Musings of a bon vivant in Hong Kong

Treasures of Temple Street


So J and I recently got back from an epic 1 month’s holiday across India and after over 30 days of eating some form of curry for breakfast, lunch and dinner,  the first thing we wanted was some good ol’ Chinese food. Luckily for us we have a group of foodie friends and it was suggested that we go exploring in Mong Kok. As most of the group are hard core Hong Kongers and rarely venture across to Kowloon, this was seen as an exciting adventure. Less exciting was the fact that none of us knew where we were going.

After a lot of wandering and looking like lost school children, we had to succumb to asking for directions to Tim Ho Wan (the famous and world’s cheapest Michelin starred restaurant).  Unfortunately we failed miserably to get into Tin Ho Wan, despite the valiant efforts of one of the girls getting a ticket. This was partly because there were 9 of us and it was 8pm and the queue was gigantic and partly because we were all too hungry and impatient to wait. So we decided that Tim Ho Wan’s legendary cha siu baau’s had to wait for another day and the 9 of us trotted off to Temple Street.
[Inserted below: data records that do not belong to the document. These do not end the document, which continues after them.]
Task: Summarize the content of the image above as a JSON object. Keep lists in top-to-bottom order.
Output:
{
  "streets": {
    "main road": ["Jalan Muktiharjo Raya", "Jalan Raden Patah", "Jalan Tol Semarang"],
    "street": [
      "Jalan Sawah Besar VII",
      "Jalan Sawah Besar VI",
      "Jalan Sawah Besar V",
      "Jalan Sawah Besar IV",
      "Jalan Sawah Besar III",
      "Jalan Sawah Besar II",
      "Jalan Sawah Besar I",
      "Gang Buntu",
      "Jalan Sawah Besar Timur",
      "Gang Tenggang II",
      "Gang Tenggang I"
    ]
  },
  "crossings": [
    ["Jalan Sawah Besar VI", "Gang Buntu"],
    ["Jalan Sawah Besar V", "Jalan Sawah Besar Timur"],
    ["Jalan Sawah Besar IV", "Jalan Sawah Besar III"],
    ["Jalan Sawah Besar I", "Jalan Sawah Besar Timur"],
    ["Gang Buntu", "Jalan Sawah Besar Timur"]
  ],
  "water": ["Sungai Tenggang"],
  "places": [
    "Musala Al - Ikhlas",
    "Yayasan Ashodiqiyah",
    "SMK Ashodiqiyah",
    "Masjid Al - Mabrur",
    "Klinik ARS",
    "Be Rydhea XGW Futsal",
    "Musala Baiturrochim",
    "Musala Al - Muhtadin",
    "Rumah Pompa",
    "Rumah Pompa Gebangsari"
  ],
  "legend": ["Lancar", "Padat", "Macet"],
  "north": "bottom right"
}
Those of you familiar with Temple Street will know that it’s famous for its open air night market, lots of chinese snacks and street food stalls called Dai Pai Dongs. What made our night extremely amusing were the rows of rather questionable goods on sale (I’ll leave it to your imagination or maybe you should just go for yourself one night!) and by the time we reached our dai pai dong of choice, we were in high spirits and absolutely famished.
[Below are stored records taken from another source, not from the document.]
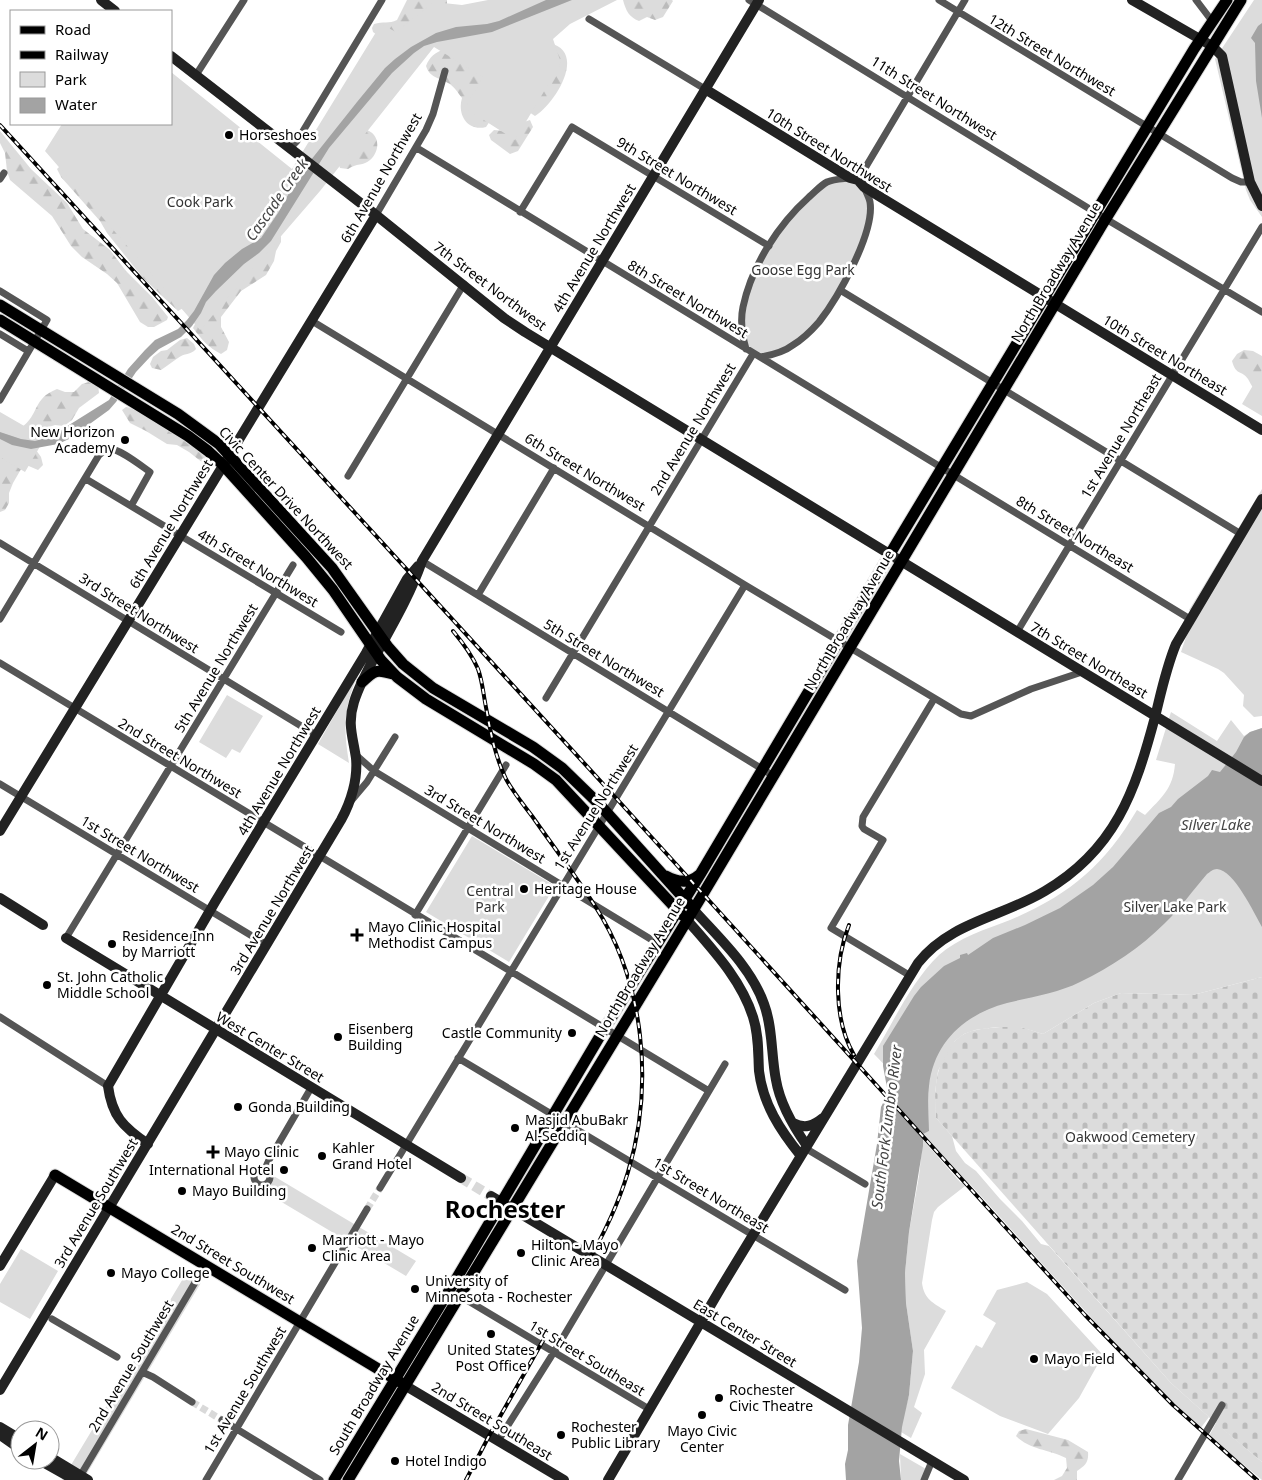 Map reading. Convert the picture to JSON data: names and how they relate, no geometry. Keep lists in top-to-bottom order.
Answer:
{
  "streets": {
    "main road": [
      "10th Street Northwest",
      "6th Avenue Northwest",
      "4th Avenue Northwest",
      "North Broadway Avenue",
      "7th Street Northwest",
      "10th Street Northeast",
      "Civic Center Drive Northwest",
      "7th Street Northeast",
      "3rd Avenue Northwest",
      "West Center Street",
      "3rd Avenue Southwest",
      "2nd Street Southwest",
      "East Center Street",
      "South Broadway Avenue",
      "2nd Street Southeast"
    ],
    "street": [
      "12th Street Northwest",
      "11th Street Northwest",
      "9th Street Northwest",
      "8th Street Northwest",
      "2nd Avenue Northwest",
      "1st Avenue Northeast",
      "6th Street Northwest",
      "8th Street Northeast",
      "4th Street Northwest",
      "3rd Street Northwest",
      "5th Street Northwest",
      "5th Avenue Northwest",
      "2nd Street Northwest",
      "1st Avenue Northwest",
      "1st Street Northwest",
      "1st Street Northeast",
      "1st Street Southeast",
      "2nd Avenue Southwest",
      "1st Avenue Southwest"
    ]
  },
  "crossings": [
    ["12th Street Northwest", "North Broadway Avenue"],
    ["11th Street Northwest", "4th Avenue Northwest"],
    ["11th Street Northwest", "North Broadway Avenue"],
    ["11th Street Northwest", "1st Avenue Northeast"],
    ["10th Street Northwest", "4th Avenue Northwest"],
    ["10th Street Northwest", "North Broadway Avenue"],
    ["10th Street Northwest", "10th Street Northeast"],
    ["10th Street Northwest", "2nd Avenue Northwest"],
    ["9th Street Northwest", "4th Avenue Northwest"],
    ["9th Street Northwest", "8th Street Northwest"],
    ["9th Street Northwest", "2nd Avenue Northwest"],
    ["6th Avenue Northwest", "7th Street Northwest"],
    ["6th Avenue Northwest", "8th Street Northwest"],
    ["6th Avenue Northwest", "6th Street Northwest"],
    ["6th Avenue Northwest", "Civic Center Drive Northwest"],
    ["6th Avenue Northwest", "4th Street Northwest"],
    ["6th Avenue Northwest", "3rd Street Northwest"],
    ["6th Avenue Northwest", "2nd Street Northwest"],
    ["6th Avenue Northwest", "1st Street Northwest"],
    ["4th Avenue Northwest", "7th Street Northwest"],
    ["4th Avenue Northwest", "8th Street Northwest"],
    ["4th Avenue Northwest", "6th Street Northwest"],
    ["4th Avenue Northwest", "Civic Center Drive Northwest"],
    ["4th Avenue Northwest", "3rd Street Northwest"],
    ["4th Avenue Northwest", "5th Street Northwest"],
    ["4th Avenue Northwest", "2nd Street Northwest"],
    ["4th Avenue Northwest", "1st Street Northwest"],
    ["4th Avenue Northwest", "3rd Avenue Northwest"],
    ["4th Avenue Northwest", "West Center Street"],
    ["North Broadway Avenue", "7th Street Northwest"],
    ["North Broadway Avenue", "8th Street Northwest"],
    ["North Broadway Avenue", "10th Street Northeast"],
    ["North Broadway Avenue", "6th Street Northwest"],
    ["North Broadway Avenue", "Civic Center Drive Northwest"],
    ["North Broadway Avenue", "8th Street Northeast"],
    ["North Broadway Avenue", "3rd Street Northwest"],
    ["North Broadway Avenue", "5th Street Northwest"],
    ["North Broadway Avenue", "7th Street Northeast"],
    ["North Broadway Avenue", "2nd Street Northwest"],
    ["North Broadway Avenue", "1st Street Northeast"],
    ["North Broadway Avenue", "East Center Street"],
    ["North Broadway Avenue", "South Broadway Avenue"],
    ["7th Street Northwest", "2nd Avenue Northwest"],
    ["7th Street Northwest", "7th Street Northeast"],
    ["8th Street Northwest", "2nd Avenue Northwest"],
    ["8th Street Northwest", "8th Street Northeast"],
    ["10th Street Northeast", "1st Avenue Northeast"],
    ["2nd Avenue Northwest", "6th Street Northwest"],
    ["2nd Avenue Northwest", "5th Street Northwest"],
    ["1st Avenue Northeast", "8th Street Northeast"],
    ["1st Avenue Northeast", "7th Street Northeast"],
    ["6th Street Northwest", "7th Street Northeast"],
    ["6th Street Northwest", "1st Avenue Northwest"],
    ["Civic Center Drive Northwest", "1st Avenue Northwest"],
    ["Civic Center Drive Northwest", "3rd Avenue Northwest"],
    ["4th Street Northwest", "5th Avenue Northwest"],
    ["3rd Street Northwest", "5th Avenue Northwest"],
    ["3rd Street Northwest", "1st Avenue Northwest"],
    ["3rd Street Northwest", "3rd Avenue Northwest"],
    ["5th Street Northwest", "1st Avenue Northwest"],
    ["5th Avenue Northwest", "2nd Street Northwest"],
    ["5th Avenue Northwest", "1st Street Northwest"],
    ["5th Avenue Northwest", "West Center Street"],
    ["2nd Street Northwest", "1st Avenue Northwest"],
    ["2nd Street Northwest", "3rd Avenue Northwest"],
    ["1st Avenue Northwest", "West Center Street"],
    ["1st Street Northwest", "3rd Avenue Northwest"],
    ["3rd Avenue Northwest", "West Center Street"],
    ["3rd Avenue Northwest", "3rd Avenue Southwest"],
    ["West Center Street", "3rd Avenue Southwest"],
    ["3rd Avenue Southwest", "2nd Street Southwest"],
    ["2nd Street Southwest", "2nd Avenue Southwest"],
    ["2nd Street Southwest", "South Broadway Avenue"],
    ["2nd Street Southwest", "1st Avenue Southwest"],
    ["2nd Street Southwest", "2nd Street Southeast"],
    ["East Center Street", "South Broadway Avenue"],
    ["1st Street Southeast", "South Broadway Avenue"],
    ["South Broadway Avenue", "2nd Street Southeast"]
  ],
  "districts": ["Rochester"],
  "water": ["Cascade Creek", "Silver Lake", "South Fork Zumbro River"],
  "parks": [
    "Cook Park",
    "Goose Egg Park",
    "Central Park",
    "Silver Lake Park",
    "Oakwood Cemetery"
  ],
  "places": {
    "other": [
      "Horseshoes",
      "New Horizon Academy",
      "Heritage House",
      "Residence Inn by Marriott",
      "St. John Catholic Middle School",
      "Castle Community",
      "Eisenberg Building",
      "Gonda Building",
      "Masjid AbuBakr Al-Seddiq",
      "Kahler Grand Hotel",
      "International Hotel",
      "Mayo Building",
      "Marriott - Mayo Clinic Area",
      "Hilton - Mayo Clinic Area",
      "Mayo College",
      "University of Minnesota - Rochester",
      "United States Post Office",
      "Mayo Field",
      "Rochester Civic Theatre",
      "Mayo Civic Center",
      "Rochester Public Library",
      "Hotel Indigo"
    ],
    "health": ["Mayo Clinic Hospital Methodist Campus", "Mayo Clinic"]
  },
  "legend": [
    "Road",
    "Railway",
    "Park",
    "Water"
  ],
  "north": "top right"
}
We chose Hing Kee Restaurant in the end, which judging by the only queue in sight, meant that we were onto a good thing. A nice and very helpful lady miraculously had a big table free for us so we jumped the queue and squished ourselves into the back of the restaurant. Hing Kee looks unassuming from the outside and is your typical Hong Kong street food restaurant, but what is so special about this place is their claypot rice. It used to be a small roadside stall which cooked its claypot rice on charcoal fire and now it has perfected its various claypot dishes and morphed itself into a busy restaurant bursting with customers. It is also known for its fried oyster omelette which has clams and spring onions added to the oyster and beaten eggs mix.
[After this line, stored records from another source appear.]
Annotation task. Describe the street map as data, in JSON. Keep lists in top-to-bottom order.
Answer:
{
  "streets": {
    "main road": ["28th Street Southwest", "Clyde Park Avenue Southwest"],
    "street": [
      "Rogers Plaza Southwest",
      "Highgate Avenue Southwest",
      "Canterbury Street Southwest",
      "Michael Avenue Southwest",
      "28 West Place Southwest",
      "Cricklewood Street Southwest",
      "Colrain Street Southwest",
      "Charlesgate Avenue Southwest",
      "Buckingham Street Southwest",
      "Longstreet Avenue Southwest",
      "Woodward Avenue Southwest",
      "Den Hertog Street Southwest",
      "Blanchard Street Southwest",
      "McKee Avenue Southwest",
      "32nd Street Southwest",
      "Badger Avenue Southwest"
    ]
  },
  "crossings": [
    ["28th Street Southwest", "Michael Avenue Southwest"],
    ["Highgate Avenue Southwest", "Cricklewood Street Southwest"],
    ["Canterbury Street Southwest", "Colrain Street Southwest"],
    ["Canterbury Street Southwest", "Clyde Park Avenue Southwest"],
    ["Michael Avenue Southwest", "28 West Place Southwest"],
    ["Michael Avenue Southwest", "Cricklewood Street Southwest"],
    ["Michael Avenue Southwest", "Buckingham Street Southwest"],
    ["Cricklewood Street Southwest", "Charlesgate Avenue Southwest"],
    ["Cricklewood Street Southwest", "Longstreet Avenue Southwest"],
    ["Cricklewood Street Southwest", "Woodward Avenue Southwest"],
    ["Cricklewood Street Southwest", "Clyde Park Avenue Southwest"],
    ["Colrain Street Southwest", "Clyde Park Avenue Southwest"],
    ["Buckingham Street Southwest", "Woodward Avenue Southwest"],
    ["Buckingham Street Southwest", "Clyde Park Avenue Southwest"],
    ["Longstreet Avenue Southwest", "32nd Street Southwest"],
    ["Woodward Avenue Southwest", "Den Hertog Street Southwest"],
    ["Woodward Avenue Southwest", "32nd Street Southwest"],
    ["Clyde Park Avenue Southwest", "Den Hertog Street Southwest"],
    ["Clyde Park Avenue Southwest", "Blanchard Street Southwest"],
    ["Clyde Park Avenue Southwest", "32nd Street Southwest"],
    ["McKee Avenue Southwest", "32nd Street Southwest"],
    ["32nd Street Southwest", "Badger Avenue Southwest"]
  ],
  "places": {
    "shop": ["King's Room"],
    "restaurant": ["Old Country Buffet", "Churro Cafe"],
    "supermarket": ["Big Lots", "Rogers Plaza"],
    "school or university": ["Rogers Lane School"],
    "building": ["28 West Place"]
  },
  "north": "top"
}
What did we eat? EVERYTHING. My friend MSY aka “JEd lover” took it upon herself to order 2 whole pages from the menu, saying “We want ALL of this” and gestured wildly over the pages. Meanwhile, my other girlfriend “Krispy K” decided to order the beers and after some confusion ended up getting these massive Harbin beers which, if imbibed fully, would probably drown a small person. But we weren’t done yet, with glee, my half of the table ordered a claypot rice each. I was very excited when I spotted the salted duck and stewed duck claypot and J went straight for the lap cheong rice. We somehow ended up with an extra order of chicken feet and pork rice, but we ate it anyway! I drowned my rice with soya sauce which wasn’t the best idea as my rice had SALTY duck but it didn’t mar the taste- yay.

The service isn’t great and if you order too many claypots at once, you’ll have to wait as there are only so many they can cook at one time. So don’t expect a 5 star joint but do go and try the claypot rice if you’re ever in that part of town and make sure you put lashings of chilli sauce with your oyster omelette- it makes the taste so much better! I recommend you try the sweetcorn soup and salt and pepper white bait, both very moreish and tasty!

We finally left Hing Kee stuffed to the brim and extremely satisfied. The meal was inexpensive with most of the dishes $40 or below . Happy wallets and happy stomachs!

Chopstick rating: 3/5

Hing Kee Restaurant, 19 Temple Street, Yau Ma Tei. Nearest MTR- Yau Ma Tei Exit C. Opening times 6pm- 1am.


Author: chopstixfix

Michelle Ng is a Brit born Chinese-Malaysian who has loved food since time immemorial. She is a firm believer in "Live to Eat, not Eat to Live".